Abstract

19 March, 2020
I am sitting at home, working in relative isolation, probably like most readers of this. It feels odd to be putting out a regular issue of Social Studies of Science, when the effects of and reactions to COVID-19 are in the process of shutting down much of North America and Europe, as well as Iran, parts of China and many other places – with the rest of the world looking on and waiting.
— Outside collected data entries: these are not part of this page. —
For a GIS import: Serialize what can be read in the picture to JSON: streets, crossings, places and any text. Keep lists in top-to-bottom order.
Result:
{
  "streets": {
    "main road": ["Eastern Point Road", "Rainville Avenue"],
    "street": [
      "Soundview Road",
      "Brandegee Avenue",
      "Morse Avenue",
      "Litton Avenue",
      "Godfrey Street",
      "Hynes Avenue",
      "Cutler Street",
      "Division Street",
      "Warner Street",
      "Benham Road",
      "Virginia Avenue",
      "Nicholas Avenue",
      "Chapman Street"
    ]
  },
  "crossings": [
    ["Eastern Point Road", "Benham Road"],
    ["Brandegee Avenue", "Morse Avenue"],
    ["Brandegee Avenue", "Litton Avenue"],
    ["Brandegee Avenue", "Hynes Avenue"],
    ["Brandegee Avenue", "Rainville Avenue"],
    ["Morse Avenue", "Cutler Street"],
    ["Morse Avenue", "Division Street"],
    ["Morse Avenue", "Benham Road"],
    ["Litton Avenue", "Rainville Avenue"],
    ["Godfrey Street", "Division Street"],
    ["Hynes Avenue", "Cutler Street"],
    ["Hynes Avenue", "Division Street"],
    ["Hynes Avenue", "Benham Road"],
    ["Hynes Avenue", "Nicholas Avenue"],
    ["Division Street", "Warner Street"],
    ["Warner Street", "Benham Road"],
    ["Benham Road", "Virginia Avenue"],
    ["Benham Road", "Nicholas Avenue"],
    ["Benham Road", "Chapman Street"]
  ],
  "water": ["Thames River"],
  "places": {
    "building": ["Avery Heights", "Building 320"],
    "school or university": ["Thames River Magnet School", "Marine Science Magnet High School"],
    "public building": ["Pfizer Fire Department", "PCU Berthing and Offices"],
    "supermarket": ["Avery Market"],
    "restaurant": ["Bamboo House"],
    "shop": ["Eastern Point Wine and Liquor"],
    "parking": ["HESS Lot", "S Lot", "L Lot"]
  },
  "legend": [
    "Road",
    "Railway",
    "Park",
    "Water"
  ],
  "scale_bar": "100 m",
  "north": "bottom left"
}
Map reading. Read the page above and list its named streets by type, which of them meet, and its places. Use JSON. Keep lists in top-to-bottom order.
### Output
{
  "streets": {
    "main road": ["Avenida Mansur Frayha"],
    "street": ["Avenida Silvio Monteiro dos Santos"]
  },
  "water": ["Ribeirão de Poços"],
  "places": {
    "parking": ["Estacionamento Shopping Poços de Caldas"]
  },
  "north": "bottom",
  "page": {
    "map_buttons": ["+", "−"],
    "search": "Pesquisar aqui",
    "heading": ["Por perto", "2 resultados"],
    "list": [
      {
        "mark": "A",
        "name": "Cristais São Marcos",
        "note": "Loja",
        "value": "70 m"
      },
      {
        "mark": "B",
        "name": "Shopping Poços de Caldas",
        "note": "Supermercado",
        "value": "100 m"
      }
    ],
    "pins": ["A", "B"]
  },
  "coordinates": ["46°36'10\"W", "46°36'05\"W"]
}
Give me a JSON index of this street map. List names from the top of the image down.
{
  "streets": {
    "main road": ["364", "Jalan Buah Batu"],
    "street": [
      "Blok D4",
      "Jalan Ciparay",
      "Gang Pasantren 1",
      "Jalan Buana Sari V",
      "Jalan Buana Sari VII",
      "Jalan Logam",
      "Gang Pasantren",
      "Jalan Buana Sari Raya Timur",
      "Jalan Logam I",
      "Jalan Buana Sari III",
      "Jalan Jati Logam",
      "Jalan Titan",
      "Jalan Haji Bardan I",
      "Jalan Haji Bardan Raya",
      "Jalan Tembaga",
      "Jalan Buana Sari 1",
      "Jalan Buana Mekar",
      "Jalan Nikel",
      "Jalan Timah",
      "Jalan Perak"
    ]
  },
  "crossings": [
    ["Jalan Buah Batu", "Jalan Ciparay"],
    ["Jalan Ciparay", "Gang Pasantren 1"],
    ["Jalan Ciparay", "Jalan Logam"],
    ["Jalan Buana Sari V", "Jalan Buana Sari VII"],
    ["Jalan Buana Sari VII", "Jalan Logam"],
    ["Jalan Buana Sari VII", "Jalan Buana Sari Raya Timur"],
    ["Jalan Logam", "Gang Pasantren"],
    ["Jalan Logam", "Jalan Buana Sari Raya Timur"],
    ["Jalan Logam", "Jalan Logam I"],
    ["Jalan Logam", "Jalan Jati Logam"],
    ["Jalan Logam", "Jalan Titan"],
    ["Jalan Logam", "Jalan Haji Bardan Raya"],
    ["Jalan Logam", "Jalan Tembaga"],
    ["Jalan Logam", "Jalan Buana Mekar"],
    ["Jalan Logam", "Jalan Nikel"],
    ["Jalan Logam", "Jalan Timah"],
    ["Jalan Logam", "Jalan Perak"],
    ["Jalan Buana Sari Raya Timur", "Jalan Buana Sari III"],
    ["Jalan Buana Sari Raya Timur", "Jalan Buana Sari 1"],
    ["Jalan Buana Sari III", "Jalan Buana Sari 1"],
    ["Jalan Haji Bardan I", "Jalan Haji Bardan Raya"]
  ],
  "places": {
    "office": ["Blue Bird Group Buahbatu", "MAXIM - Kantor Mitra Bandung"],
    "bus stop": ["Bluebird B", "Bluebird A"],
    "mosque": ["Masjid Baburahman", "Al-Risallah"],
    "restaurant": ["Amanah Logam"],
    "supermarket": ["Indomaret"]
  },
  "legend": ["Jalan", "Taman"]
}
With multiple health, medical, social and economic crises moving so fast, and affecting each other, Social Studies of Science is – like other journals in the humanities and social sciences – too slow a venue for genuinely useful articles on COVID-19 at this moment. And we STS researchers are, like many around us, trying to cope with new and old pressures. We are caring for children, parents, neighbours and others, while working in new circumstances or being concerned about the shortage of jobs, and while dealing with anxieties about the cities, countries and world in which we live.
Undoubtedly, COVID-19 will be an enormous topic for STS for many years to come, and I am confident that the STS community will have many useful and extremely insightful analyses of our situation, building on rich empirical research. Already, I think that most things we do in STS are directly or analogically relevant to COVID-19.
For example, we know to pay attention to the complex matter of counting. It’s clear that numbers from one jurisdiction to another aren’t comparable. How are ‘confirmed cases’ and the mounting deaths being counted in different places? Today, the number of deaths attributed to COVID-19 in Italy passed the number in China – which is now reporting few new cases and deaths. But are the ways of counting comparable between Italy and China?
Even if counts aren’t fully comparable, we can see that the virus’s qualities are different across times and places, depending crucially on the actions of many humans and non-humans. Publics seem to want to know precisely what the virus is and how it behaves, such as when and how quickly it passes from person to person. But it may not have a clear profile. In crowded South Korea, where COVID-19 landed early, the number of confirmed cases has been growing slowly compared with, say, the United States, where it is currently nearly doubling every two days.
Different trajectories depend on radically different ways of caring, flows of knowledge and ignorance, and modes of political action. We in STS can contribute to understanding the virus and its different shapes, linking chance events, practices, materials, cultures and political economies. The whole field is relevant, and so I feel privileged to be supporting your work.
In the meantime, I am thinking of all my friends and colleagues around the world.